Subject: Re: [SG15] [isocpp-modules] FW: BMI distribution (reuse) and reading BMI data
From: Tom Honermann (tom_at_[hidden])
Date: 2019-06-07 11:52:26
Thanks for forwarding, Olga.
I talked about the impact to Coverity at that last teleconference. The
following summarizes that discussion.
Coverity is a static source code analyzer. In order for us to analyze
source code, we need to parse it and interpret it the same way (or as
close as possible) as the native compilers used to compile it do (this
is necessary to avoid false positives due to implementation defined
things). That means that we have to emulate every version of every
compiler that we support. We support *many* C++ compilers (there are a
lot more compilers than just gcc, Clang, and MSVC).

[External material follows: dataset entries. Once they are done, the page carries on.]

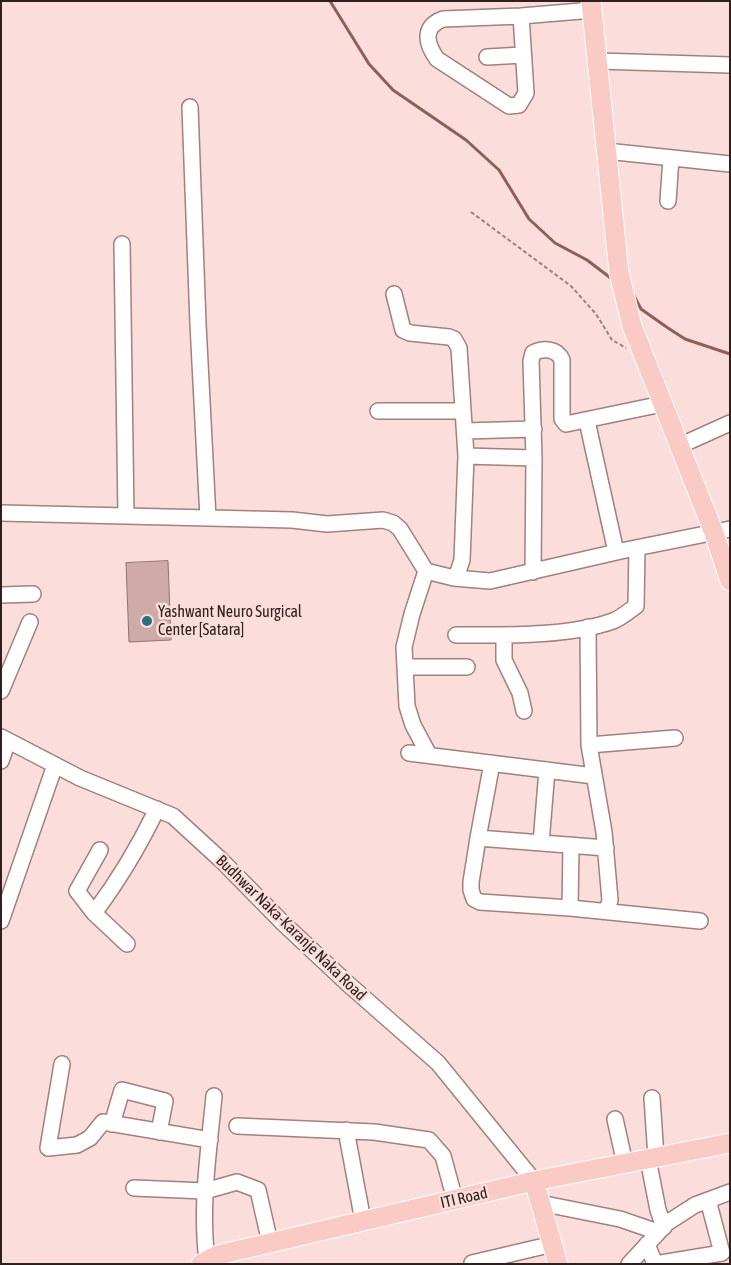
<!DOCTYPE html>
<html>
<head>
<meta charset="utf-8">
<style>
  body { margin:0 }
  #map { position:relative; width:731px; height:1265px; overflow:hidden; background:#fbdedb; font-family:"Asap Condensed",sans-serif }
  canvas { display:block }
  .frame { position:absolute; inset:0; border:2px solid #2d201e; pointer-events:none }
</style>
</head>
<body>
<div id="map">
<canvas width="731" height="1265"></canvas>
<div class="frame"></div>
</div>
<script>
const context = document.querySelector('canvas').getContext('2d');
context.lineJoin = 'round';
function trace(path, color, width, dash) {
  context.strokeStyle = color;
  context.lineWidth = width;
  context.lineCap = dash ? 'butt' : 'round';
  context.setLineDash(dash || []);
  context.stroke(path);
}
function fillPath(path, color) {
  context.fillStyle = color;
  context.fill(path, 'evenodd');
}
function drawText(font, color, halo, rows, align = 'center') {
  context.font = font + ' "Asap Condensed",sans-serif';
  context.lineWidth = 5;
  context.setLineDash([]);
  context.textBaseline = 'middle';
  context.strokeStyle = halo;
  context.fillStyle = color;
  for (const [text, x, y, turn = 0] of rows) {
    context.save();
    context.translate(x, y);
    context.rotate((+turn || 0) * Math.PI / 180);
    context.textAlign = isNaN(turn) ? turn : align;
    if (halo) context.strokeText(text, 0, 0);
    context.fillText(text, 0, 0);
    context.restore();
  }
}
trace(new Path2D(`
  M 330,1 L 369,64 L 393,90 L 466,140 L 499,170 L 529,219 L 555,243 L 587,260 L 612,279
  M 633,294 L 641,309 L 668,328 L 685,339 L 730,354`), '#8f5e59', 3);
const building = new Path2D(`
  M 168,561 L 171,640 L 129,642 L 126,563 Z`);
fillPath(building, '#ceaba8');
trace(building, '#92726f', 1);
const minor = new Path2D(`
  M 521,16 L 526,93 L 519,105 L 509,106 L 437,59 C 426,44 422,27 443,19 L 521,16 L 593,10
  M 487,57 L 523,55
  M 598,61 L 730,65
  M 190,107 L 198,324 L 208,518
  M 606,151 L 730,164
  M 668,201 L 671,158
  M 122,244 L 126,516
  M 378,411 L 463,411
  M 587,421 L 616,552
  M 465,431 L 534,429
  M 679,446 L 730,423
  M 466,456 L 534,458
  M 1,513 L 292,520 L 327,524 L 383,520 L 393,523 L 400,529 L 426,571 L 454,578 L 458,572 L 462,560 L 466,456 L 459,348 L 454,339 L 449,337 L 410,333 L 403,330 L 394,294
  M 426,571 L 412,614 L 404,647 L 405,667 L 407,706 L 413,725 L 429,755
  M 533,572 L 534,458 L 531,361 L 533,353 C 543,348 557,348 562,360 L 562,419 L 566,424 L 662,404
  M 454,578 L 490,581 L 621,551 L 730,529
  M 1,595 L 33,594
  M 588,627 L 589,745 L 604,832 L 610,900 L 607,911
  M 456,635 C 503,635 568,637 613,621 C 621,618 629,611 636,606 L 637,548
  M 504,635 L 504,660 L 520,693 L 524,711
  M 405,667 L 467,667
  M 1,691 L 30,622
  M 1,737 L 80,778 L 173,816 L 221,860 L 283,923 L 347,983 L 438,1063 L 534,1181
  M 589,745 L 675,738
  M 409,753 L 594,776
  M 1,761 L 8,741
  M 492,763 L 478,838 L 606,848
  M 478,838 L 471,882 L 471,890 L 474,899 L 480,902 L 570,908 L 700,921
  M 541,843 L 547,770
  M 100,850 L 77,891 L 94,913 L 127,944
  M 570,908 L 571,845
  M 94,913 C 119,880 139,846 157,809
  M 1,921 L 55,765
  M 62,1064 L 48,1148 L 77,1145 L 90,1138 L 103,1122 L 210,1140
  M 652,1098 L 656,1157
  M 615,1119 L 625,1164
  M 112,1124 L 122,1090 L 165,1101 L 159,1132
  M 237,1126 L 374,1132 L 429,1140 L 443,1156 L 455,1200
  M 346,1130 L 363,1221
  M 648,1159 L 658,1210 L 664,1227
  M 134,1188 L 205,1191 L 237,1182 L 258,1190 L 270,1243
  M 540,1203 L 620,1219 L 658,1232
  M 647,1244 L 655,1264 L 722,1253 L 708,1200
  M 207,1260 C 200,1206 209,1150 214,1096
  M 472,1263 L 553,1244
  M 629,1264 L 667,1223 L 695,1205 L 730,1192`);
const major = new Path2D(`
  M 591,1 L 619,273 L 632,326 L 714,533 L 730,581
  M 534,1181 L 558,1264
  M 201,1264 L 218,1255 L 534,1181 L 730,1143`);
trace(minor, '#a1807d', 18);
trace(major, '#fff', 21);
trace(new Path2D(`
  M 471,212 L 571,286 L 596,314 L 612,340 L 626,348`), '#998381', 2, [4, 2.5]);
trace(minor, '#fff', 15);
trace(major, '#facac5', 19);
for (const [x, y, r, color] of [
  [147,621,6,"#277179"]
]) {
  const dot = new Path2D();
  dot.arc(x, y, r, 0, 2 * Math.PI);
  context.fillStyle = color;
  context.fill(dot);
  trace(dot, '#fbdedb', 2);
}
drawText('16px', '#2d201e', '#fbdedb', [
  ["Yashwant Neuro Surgical",158,612],
  ["Center [Satara]",158,630]
], 'left');
drawText('16px', '#2d201e', '#fbdedb', [
  ["Budhwar Naka-Karanje Naka Road",291,928,44],
  ["ITI Road",464,1198,-13]
]);
</script>
</body>
</html>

We learn how to parse a particular source code base by monitoring a
build process in action and observing compiler invocations. We refer to
this as "capturing" the build. For each observed compiler invocation,
we analyze the command line for the native compiler and translate that
to an equivalent command line for invoking our own front end with all
the options needed to emulate the native compiler. We then invoke our
own front end to construct an AST and store it in a database for later
As long as we observe construction of a BMI, we don't have a problem as
we get the opportunity to construct our own BMIs for later use and we
can figure out how to map consumption of a previously produced BMI to
our own variant. We already do this to support Pre-Compiled Header (PCH)
files. However, use of BMIs not generated during the build pose a major
problem for us unless we have some (reasonably easy) way to consume the BMI.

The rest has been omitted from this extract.